Records excerpted from a collection ->

++++++++

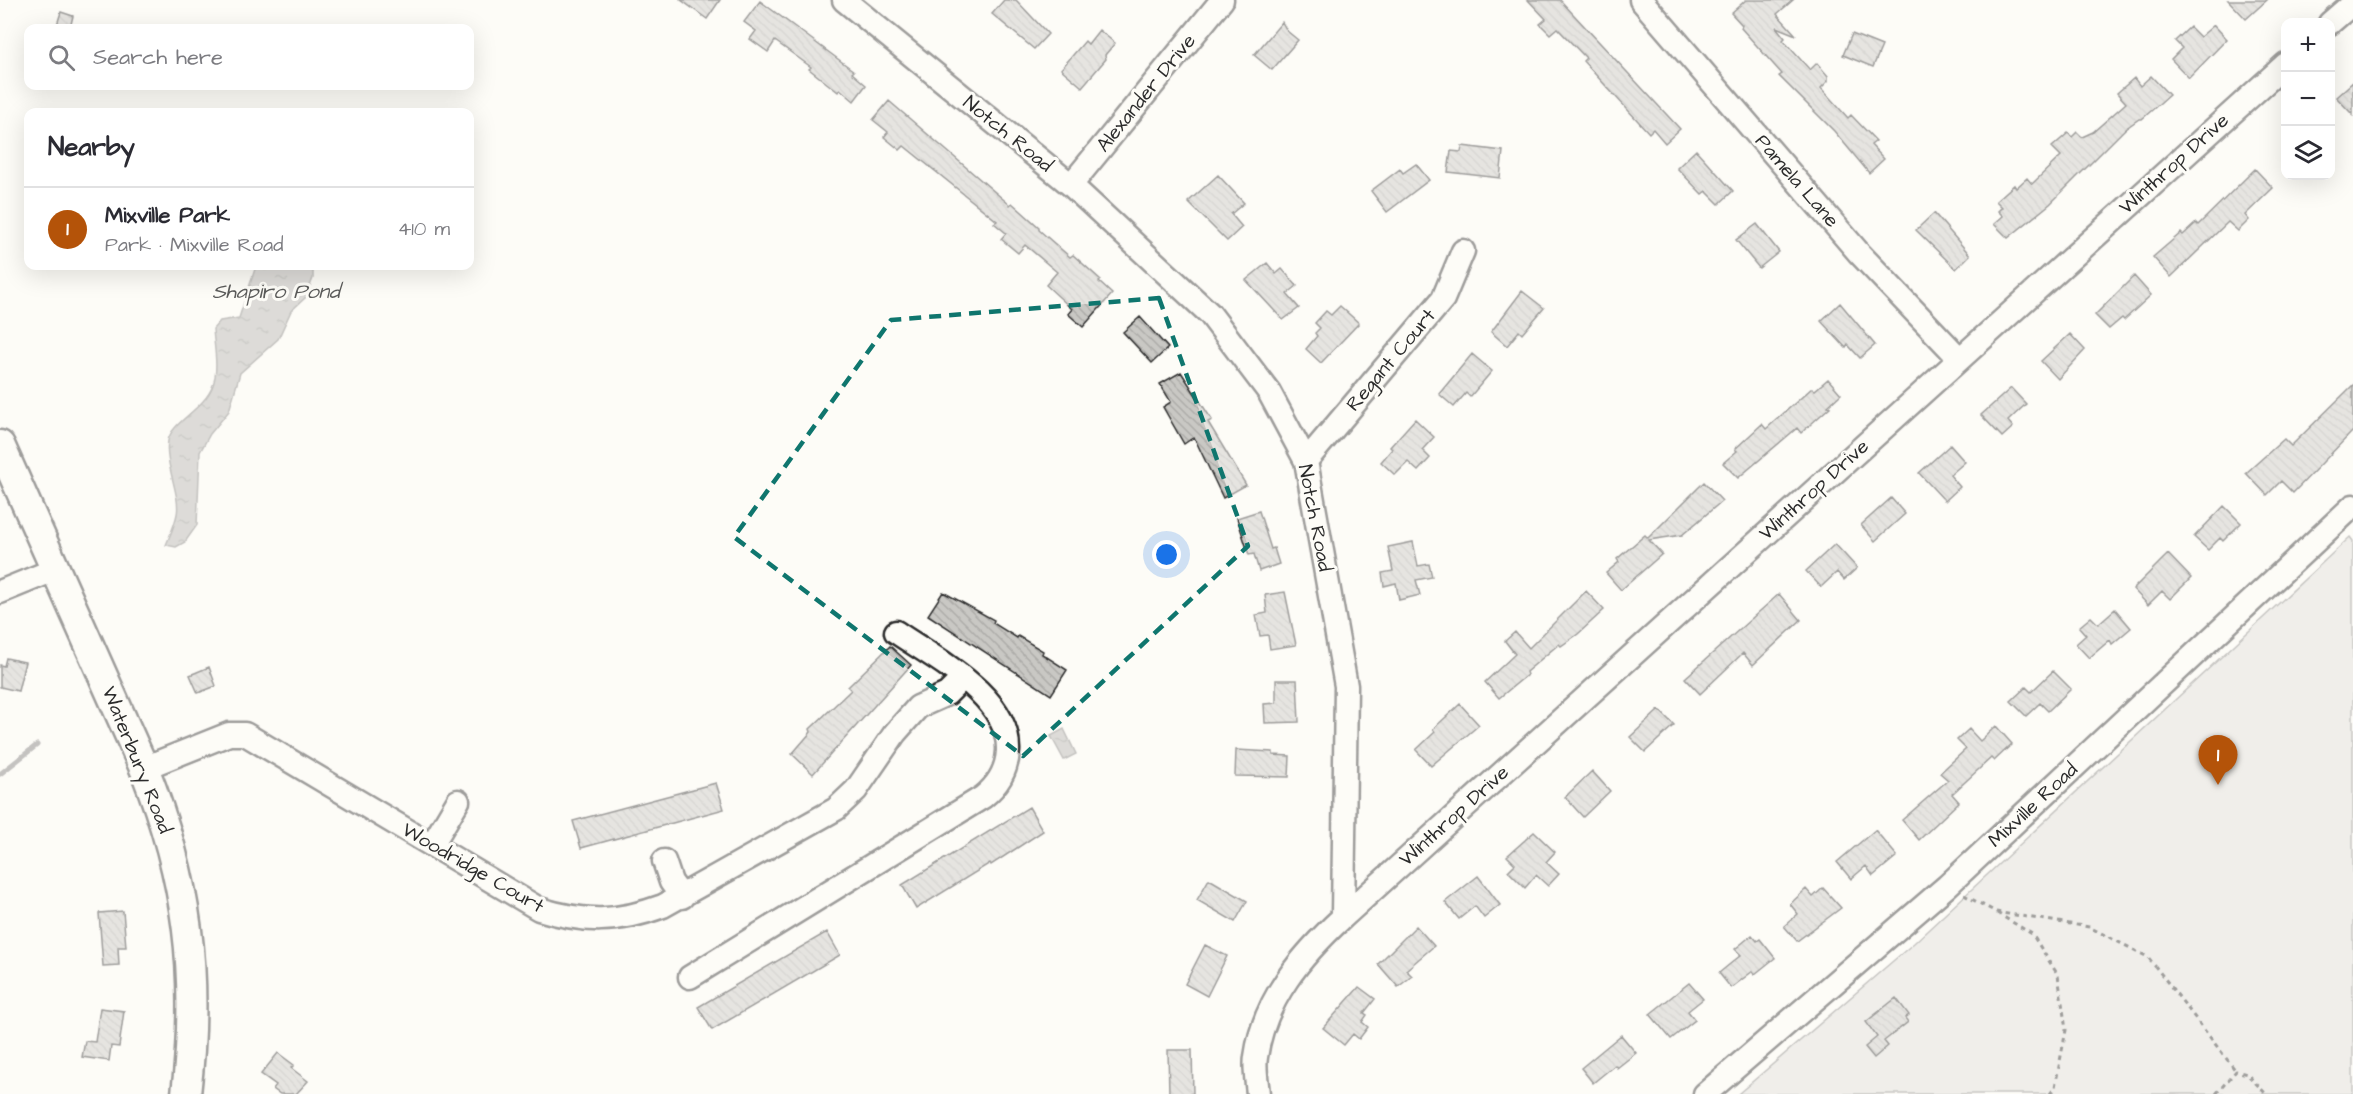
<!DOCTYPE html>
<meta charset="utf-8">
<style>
body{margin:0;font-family:"Architects Daughter",sans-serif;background:#f7f7f7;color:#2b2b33}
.controls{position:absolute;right:18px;top:18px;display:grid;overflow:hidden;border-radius:12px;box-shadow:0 6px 24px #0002}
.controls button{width:54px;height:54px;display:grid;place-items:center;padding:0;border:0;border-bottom:2px solid #e1e1e2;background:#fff;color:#2b2b33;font:30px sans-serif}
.you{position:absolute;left:1167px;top:555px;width:21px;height:21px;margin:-15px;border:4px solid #fff;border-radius:50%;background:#1a73e8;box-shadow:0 0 0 9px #1a73e833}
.badge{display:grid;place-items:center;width:39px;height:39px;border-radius:50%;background:#b45309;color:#fff;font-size:20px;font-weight:700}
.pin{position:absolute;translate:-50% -50px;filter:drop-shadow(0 2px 3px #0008)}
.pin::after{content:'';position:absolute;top:32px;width:21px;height:18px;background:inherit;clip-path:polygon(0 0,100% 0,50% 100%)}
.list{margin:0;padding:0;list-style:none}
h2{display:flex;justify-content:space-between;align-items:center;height:78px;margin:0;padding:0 24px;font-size:26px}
h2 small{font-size:20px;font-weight:400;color:#7c7c81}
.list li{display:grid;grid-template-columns:39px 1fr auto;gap:18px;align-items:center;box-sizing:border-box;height:84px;padding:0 24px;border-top:2px solid #e1e1e2}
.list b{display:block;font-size:22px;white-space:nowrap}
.list p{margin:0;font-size:20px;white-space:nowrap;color:#7c7c81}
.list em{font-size:20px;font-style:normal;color:#7c7c81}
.icon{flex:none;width:33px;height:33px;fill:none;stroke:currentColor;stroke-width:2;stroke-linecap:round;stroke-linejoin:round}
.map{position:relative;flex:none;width:2353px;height:1094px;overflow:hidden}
.search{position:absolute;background:#fff;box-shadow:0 6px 24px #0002;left:24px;top:24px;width:450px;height:66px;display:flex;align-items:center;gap:15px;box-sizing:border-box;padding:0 21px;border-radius:12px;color:#7c7c81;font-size:22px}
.panel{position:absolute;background:#fff;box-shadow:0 6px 24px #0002;left:24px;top:108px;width:450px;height:162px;border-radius:12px}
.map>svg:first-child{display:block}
</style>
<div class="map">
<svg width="2353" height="1094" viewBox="0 0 2353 1094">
<defs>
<pattern id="water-ripples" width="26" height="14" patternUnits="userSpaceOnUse" patternTransform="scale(1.5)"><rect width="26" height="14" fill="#b5b4b1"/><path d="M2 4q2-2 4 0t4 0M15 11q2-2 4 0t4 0" fill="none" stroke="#939390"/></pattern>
<pattern id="building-back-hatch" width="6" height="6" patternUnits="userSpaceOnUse" patternTransform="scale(1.5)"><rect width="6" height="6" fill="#c9c8c4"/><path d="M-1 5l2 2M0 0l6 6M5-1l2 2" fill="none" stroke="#adaca9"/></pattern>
</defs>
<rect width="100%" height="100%" fill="#fdfcf7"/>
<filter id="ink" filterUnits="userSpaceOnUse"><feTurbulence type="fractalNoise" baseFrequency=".0167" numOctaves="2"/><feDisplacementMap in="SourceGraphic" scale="12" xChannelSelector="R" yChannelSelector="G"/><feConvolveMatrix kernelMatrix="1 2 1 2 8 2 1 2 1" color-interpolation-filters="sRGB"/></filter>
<g filter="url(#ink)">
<path fill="#dfdeda" stroke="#858482" stroke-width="1.5" d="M2350,537L2353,541V1094H1738L1914,943Z"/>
<path fill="url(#water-ripples)" stroke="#7e7d7b" stroke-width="1.5" d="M256,266H313V278L306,297L291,311L278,339L240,373L229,411L210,434L200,452L197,525L185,542L176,547L166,545C170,535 175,525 177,514C181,496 164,463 168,441C171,422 205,409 213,385C219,368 214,346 213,329L220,321L239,318Z
M1064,729L1076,754L1064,760L1051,736Z"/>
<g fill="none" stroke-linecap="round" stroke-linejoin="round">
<path stroke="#7e7d7b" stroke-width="5" d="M0,774L37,745"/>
</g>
<path fill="url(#building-back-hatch)" stroke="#2b2b2b" stroke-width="1.5" d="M681,0H720L707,19Z
M1004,0H1016L1048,34L1034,49L992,14Z
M1528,0H1560L1680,129L1665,143L1653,129L1649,133L1583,61L1586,58L1557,28L1550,34L1540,24L1546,19Z
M1746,0H1793L1777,14L1796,35L1776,27L1785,38L1783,40L1810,70L1817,63L1828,76V81L1821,88L1848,118L1851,115L1876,141L1871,145L1884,159L1869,173L1834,131L1779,76L1782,74L1741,28L1742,25L1731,13Z
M2228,0H2267L2246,19Z
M760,1L854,71L852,73L866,85L854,101L840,89L838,92L809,69L811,67L775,41L768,52L750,39L756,31L744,22Z
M61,12L73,16L70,28H56Z
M1282,22L1287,31L1298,40L1272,70L1254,55Z
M2214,25L2227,39L2189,78L2171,59L2182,48L2175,41L2190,27L2200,37Z
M1099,30L1115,43L1105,55L1106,59L1082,87L1061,69L1085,41L1088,44Z
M1852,34L1882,46L1873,67L1843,55Z
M2151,76L2169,95L2142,119H2139L2125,129L2050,204L2008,238L1994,224L2003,216L1998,211L2002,207L1996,201L2014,185L2016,188L2027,178L2032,184L2061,156L2052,147L2068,133L2072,137L2077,132L2082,137L2093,132L2126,103L2117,93L2134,78L2140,86Z
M2353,82V115L2336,97Z
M889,101L1010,205L1012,203L1039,227V230L1070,257L1073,255L1101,280L1099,282L1112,294L1083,327L1068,314L1072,309L1046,285L1057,272L1025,245L1018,253L1001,239L1006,233L994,223L997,221L904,146L900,150L884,137L888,132L873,120Z
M1462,146L1503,151L1500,178L1448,172L1451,151L1461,152Z
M1696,150L1733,191L1719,204L1706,191L1702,194L1677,168Z
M1416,164L1429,180L1387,212L1371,191L1400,169L1403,173Z
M2255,169L2273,188L2245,215L2249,220L2238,231L2228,222L2171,277L2153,257L2181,233L2183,235L2196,223L2198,225Z
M1218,175L1244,203L1231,214L1242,227L1227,241L1188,202Z
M1934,213L1970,255L1956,269L1916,230Z
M1757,224L1779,252L1759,268L1736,240Z
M1267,263L1276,274L1282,269L1297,286L1287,294L1299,308L1283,320L1246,280Z
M2134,276L2151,295L2124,320L2122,318L2109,329L2095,315Z
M1522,291L1544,308L1522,334L1519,331L1507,346L1491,332Z
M1840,303L1875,345L1860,358L1848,345L1846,348L1821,321Z
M1340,306L1359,323L1321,363L1306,349L1317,336L1315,333L1320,328L1315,323L1326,311L1331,315Z
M1140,317L1168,348L1152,363L1123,332Z
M2070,334L2085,350L2058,379L2041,361Z
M1472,354L1492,371L1470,397L1466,393L1454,407L1439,394Z
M1181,372L1212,420L1208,422L1246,485L1223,498L1194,437L1184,444L1163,407L1171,402L1160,384Z
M1828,379L1841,394L1828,406L1830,407L1801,433L1797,428L1738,478L1723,463L1737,451L1735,449L1762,424L1766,429L1812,388L1815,390Z
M2353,385V431L2293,493L2281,481L2267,495L2246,473L2284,439L2291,446Z
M2011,388L2026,404L2008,421L2013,427L2002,437L1981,415Z
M1415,419L1434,437L1422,450L1430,458L1418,471L1408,462L1395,475L1381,462L1392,449L1390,447Z
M1950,445L1965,462L1950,475L1960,487L1945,501L1919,473Z
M1704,482L1722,501L1682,535L1649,540L1662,554L1621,590L1606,573L1619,562L1617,559L1645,535L1648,538Z
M1891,498L1905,514L1875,541L1861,525Z
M2224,506L2241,523L2223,541L2220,538L2208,550L2194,537Z
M1259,511L1271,549L1274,548L1279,564L1259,571L1254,554L1249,555L1237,518Z
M1413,542L1418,566L1429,564L1432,577L1416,580L1420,595L1399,600L1396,583L1384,586L1382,573L1393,571L1388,547Z
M1835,544L1857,568L1844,580L1837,572L1821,587L1806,571Z
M2168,554L2191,578L2170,599L2162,591L2148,605L2133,589Z
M1586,591L1604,610L1578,634L1561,646L1559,644L1526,672L1527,675L1499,698L1485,682L1515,654L1505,641L1515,632L1529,648Z
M943,592L994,620L993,623L1017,638L1018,636L1043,651L1042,654L1067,670L1051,695L928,615Z
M1285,592L1296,645L1270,649L1268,635L1260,636L1256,615L1267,613L1265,595Z
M1779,594L1801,620L1753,665L1743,653L1700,694L1685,678Z
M2115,609L2131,628L2112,644L2110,640L2089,658L2076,644L2086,635L2079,627L2091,617L2098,624Z
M890,646L911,665L813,774L792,754L811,732L810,729L851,690L848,687Z
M6,658L25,662L18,691L0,687V665L4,666Z
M209,667L216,686L198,693L190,675Z
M2053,671L2071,689L2048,711L2040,703L2026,716L2011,701L2026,687L2031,692Z
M1276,680H1297L1299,722L1265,723L1264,704L1276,703Z
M1460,704L1479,725L1431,766L1416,750L1435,732L1433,729Z
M1659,710L1674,725L1645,752L1630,737Z
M1996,726L2012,744L1994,761L1991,758L1952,794L1959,802L1919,840L1902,820L1948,780L1940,773L1966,749L1957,740L1969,729L1980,741Z
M1236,750L1273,752V755L1290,756L1289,777L1235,776Z
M1592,771L1610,791L1583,817L1565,797Z
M716,783L724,809L581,848L573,821Z
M1029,807L1043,831L991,865L990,863L916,909L902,885Z
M1875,830L1897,856L1873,876L1866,866L1851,879L1837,862Z
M1534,832L1555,852L1546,862L1559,874L1548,886L1536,875L1525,888L1508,871L1515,864L1507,856Z
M1478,876L1500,905L1484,918L1475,906L1459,919L1445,902Z
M1209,879L1247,901L1235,922L1197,900Z
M1823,888L1841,908L1797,941L1784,926L1798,914L1790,904L1806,889L1813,897Z
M123,911L126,947H118L119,965L103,966L99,913Z
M1416,926L1434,946L1406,970L1412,976L1398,987L1378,964Z
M827,932L840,955L712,1030L698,1007Z
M1752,935L1757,941L1760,939L1775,958L1755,974L1753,971L1731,988L1719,973L1741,955L1735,949Z
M1205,945L1227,956L1207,996L1185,984Z
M1689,983L1703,999L1688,1011L1695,1020L1671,1039L1650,1014Z
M1359,987L1375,999L1364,1013L1367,1015L1362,1022L1368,1027L1359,1039L1353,1034L1344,1045L1323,1028Z
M1896,998L1909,1015L1905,1018L1908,1022L1884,1041L1888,1046L1874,1058L1865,1047L1877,1037L1866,1022Z
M100,1008L124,1011L119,1047L111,1046L109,1061L82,1057L85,1041L95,1042Z
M1621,1035L1636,1053L1617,1068L1615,1065L1593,1083L1581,1068Z
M1168,1050H1192L1193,1094H1169Z
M278,1053L294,1065L291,1068L308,1081L296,1094H280L273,1089L276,1085L261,1074Z"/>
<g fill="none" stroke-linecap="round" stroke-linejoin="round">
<defs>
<path id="minor" d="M844,0L1071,185L1210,314L1269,392L1306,461L1346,686L1343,917C1302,955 1264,999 1256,1057C1254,1068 1257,1082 1258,1094
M1641,0L1859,253L1959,358
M2330,23L2353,3
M1071,185L1222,0
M1306,461L1443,299L1463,251
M0,592L54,570
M144,768L229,734H245L539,909C585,923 617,923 663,906L836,809L856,790L895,733L918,707L947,694L963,678
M432,845L458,801
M664,861L671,882L682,897
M1343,917L2286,64
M690,977L983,797C998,785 1007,771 1008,751C1010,696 935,659 896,632
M1705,1094L1947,886L2353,506"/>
<path id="major" d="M0,445L144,768C188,879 200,975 186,1094"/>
</defs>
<use href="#minor" stroke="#2b2b2b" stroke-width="27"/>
<use href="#major" stroke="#2b2b2b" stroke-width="33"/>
<path stroke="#2b2b2b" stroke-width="3" stroke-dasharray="4.5 4.5" stroke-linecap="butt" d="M1964,895L1996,912L2089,927L2148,957L2236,1071
M1997,913L2032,934L2058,975L2066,1030L2055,1087L2050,1094
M2216,1094L2236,1071L2247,1074L2266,1094"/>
<use href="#minor" stroke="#fdfcf7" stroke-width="22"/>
<use href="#major" stroke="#fdfcf7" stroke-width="28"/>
</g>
</g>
<path d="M0 0H2353V1094H0ZM1159,298L1248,546L1023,756L734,537L891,320Z" fill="#fdfcf7" fill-opacity=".55" fill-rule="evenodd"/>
<path fill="none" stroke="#0f766e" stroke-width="4.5" stroke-dasharray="12 8" stroke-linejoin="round" d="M1159,298L1248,546L1023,756L734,537L891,320Z"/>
<g text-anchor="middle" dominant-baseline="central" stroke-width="6" stroke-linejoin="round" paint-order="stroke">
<g font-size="20" fill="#2b2b2b" stroke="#fdfcf7">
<text transform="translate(1146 93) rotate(-51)">Alexander Drive</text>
<text transform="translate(1008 134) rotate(39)">Notch Road</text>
<text transform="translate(2174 164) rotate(-42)">Winthrop Drive</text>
<text transform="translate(1797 181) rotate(49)">Pamela Lane</text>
<text transform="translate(1391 360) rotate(-50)">Regant Court</text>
<text transform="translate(1814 490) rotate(-42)">Winthrop Drive</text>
<text transform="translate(1315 518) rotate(79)">Notch Road</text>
<text transform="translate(137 760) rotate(68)">Waterbury Road</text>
<text transform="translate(2033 805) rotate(-43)">Mixville Road</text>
<text transform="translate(1454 816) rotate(-42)">Winthrop Drive</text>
<text transform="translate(473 868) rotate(30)">Woodridge Court</text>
</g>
<g font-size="21" font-style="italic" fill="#5b5b5a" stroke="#fdfcf7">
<text x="276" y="291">Shapiro Pond</text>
</g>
</g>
</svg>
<div class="controls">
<button>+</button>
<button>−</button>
<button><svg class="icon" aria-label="layers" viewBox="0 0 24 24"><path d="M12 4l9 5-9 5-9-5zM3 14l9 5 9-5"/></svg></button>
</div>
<div class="you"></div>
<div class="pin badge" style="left:2218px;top:785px">1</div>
<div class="search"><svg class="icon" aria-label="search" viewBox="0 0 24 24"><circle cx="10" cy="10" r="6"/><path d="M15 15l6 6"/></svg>Search here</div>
<section class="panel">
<h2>Nearby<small></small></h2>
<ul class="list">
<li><span class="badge">1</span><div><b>Mixville Park</b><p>Park · Mixville Road</p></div><em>410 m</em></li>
</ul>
</section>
</div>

++++++++

Problem requirements -> State how many lines of the entries contain the word "controls". Nothing besides the number belongs in the reply.

Output for this task -> 3